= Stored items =
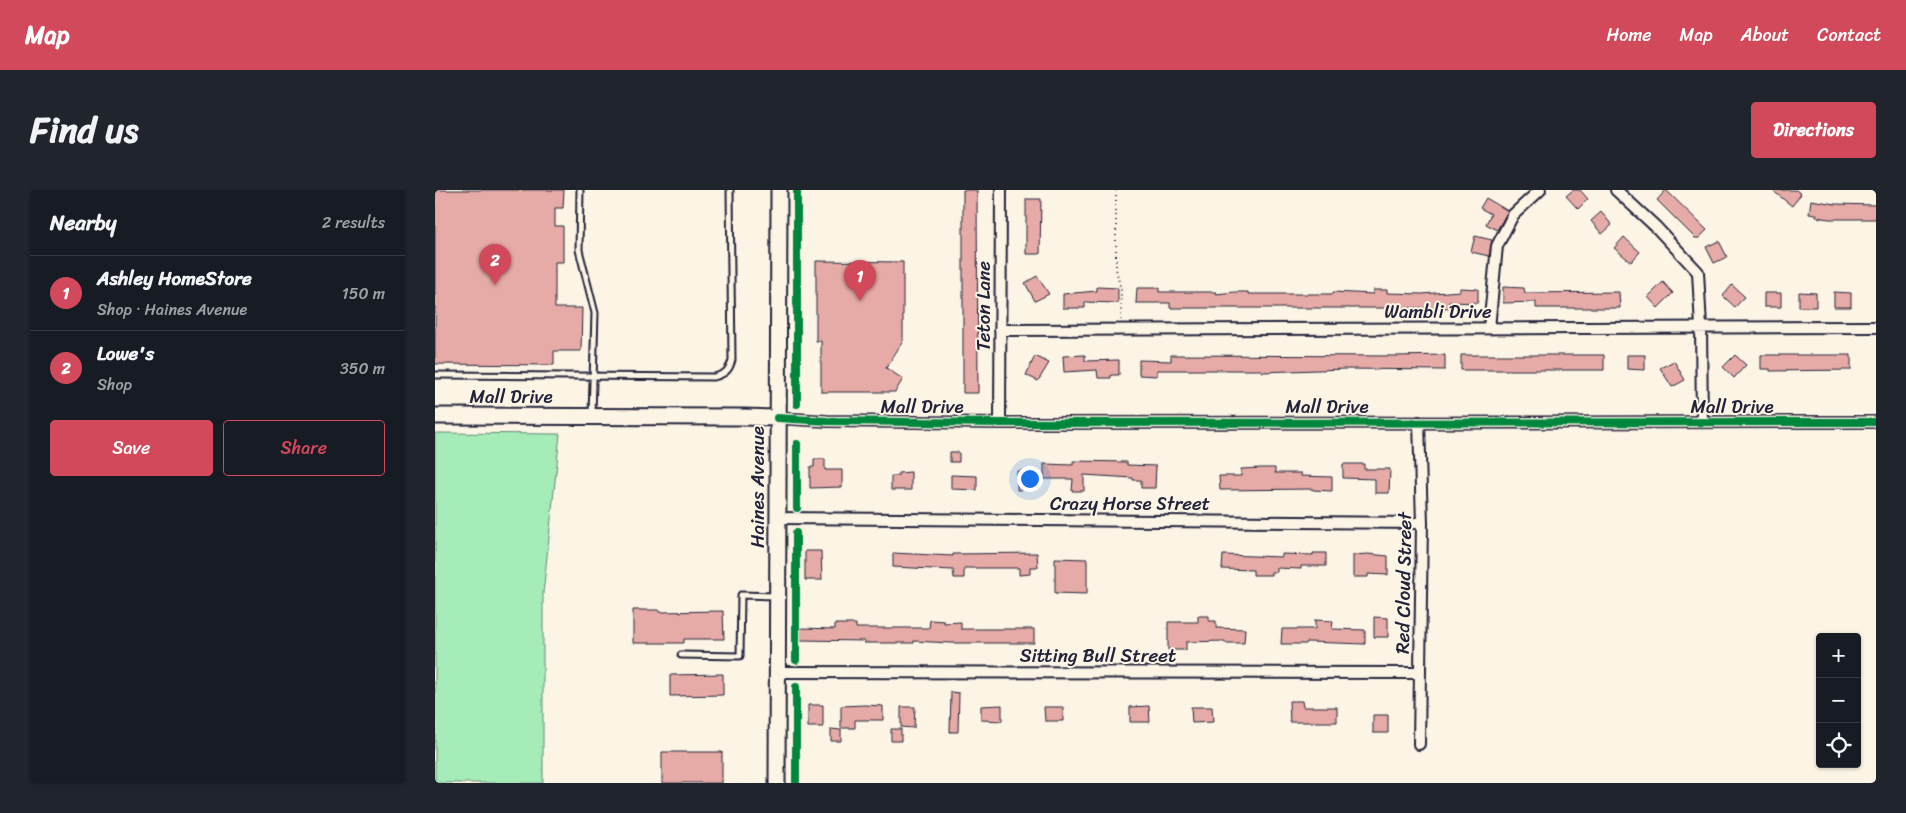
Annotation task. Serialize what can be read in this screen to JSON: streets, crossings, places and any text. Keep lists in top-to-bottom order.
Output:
{
  "streets": {
    "main road": ["Mall Drive", "Haines Avenue"],
    "street": [
      "Teton Lane",
      "Wambli Drive",
      "Crazy Horse Street",
      "Red Cloud Street",
      "Sitting Bull Street"
    ]
  },
  "crossings": [
    ["Teton Lane", "Wambli Drive"],
    ["Teton Lane", "Mall Drive"],
    ["Mall Drive", "Haines Avenue"],
    ["Mall Drive", "Red Cloud Street"],
    ["Haines Avenue", "Crazy Horse Street"],
    ["Haines Avenue", "Sitting Bull Street"],
    ["Crazy Horse Street", "Red Cloud Street"],
    ["Red Cloud Street", "Sitting Bull Street"]
  ],
  "page": {
    "header": "Map",
    "nav": [
      "Home",
      "Map",
      "About",
      "Contact"
    ],
    "title": "Find us",
    "buttons": [
      "Directions",
      ["Save", "Share"]
    ],
    "heading": ["Nearby", "2 results"],
    "pins": ["2", "1"],
    "list": [
      {
        "mark": "1",
        "name": "Ashley HomeStore",
        "note": "Shop · Haines Avenue",
        "value": "150 m"
      },
      {
        "mark": "2",
        "name": "Lowe's",
        "note": "Shop",
        "value": "350 m"
      }
    ],
    "map_buttons": ["+", "−"]
  }
}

= WORK TO COMPLETE =
Hand back the data exactly as it appears, with all pictures cut.

= OUTPUT =
Annotation task. Serialize what can be read in this screen to JSON: streets, crossings, places and any text. Keep lists in top-to-bottom order.
Output:
{
  "streets": {
    "main road": ["Mall Drive", "Haines Avenue"],
    "street": [
      "Teton Lane",
      "Wambli Drive",
      "Crazy Horse Street",
      "Red Cloud Street",
      "Sitting Bull Street"
    ]
  },
  "crossings": [
    ["Teton Lane", "Wambli Drive"],
    ["Teton Lane", "Mall Drive"],
    ["Mall Drive", "Haines Avenue"],
    ["Mall Drive", "Red Cloud Street"],
    ["Haines Avenue", "Crazy Horse Street"],
    ["Haines Avenue", "Sitting Bull Street"],
    ["Crazy Horse Street", "Red Cloud Street"],
    ["Red Cloud Street", "Sitting Bull Street"]
  ],
  "page": {
    "header": "Map",
    "nav": [
      "Home",
      "Map",
      "About",
      "Contact"
    ],
    "title": "Find us",
    "buttons": [
      "Directions",
      ["Save", "Share"]
    ],
    "heading": ["Nearby", "2 results"],
    "pins": ["2", "1"],
    "list": [
      {
        "mark": "1",
        "name": "Ashley HomeStore",
        "note": "Shop · Haines Avenue",
        "value": "150 m"
      },
      {
        "mark": "2",
        "name": "Lowe's",
        "note": "Shop",
        "value": "350 m"
      }
    ],
    "map_buttons": ["+", "−"]
  }
}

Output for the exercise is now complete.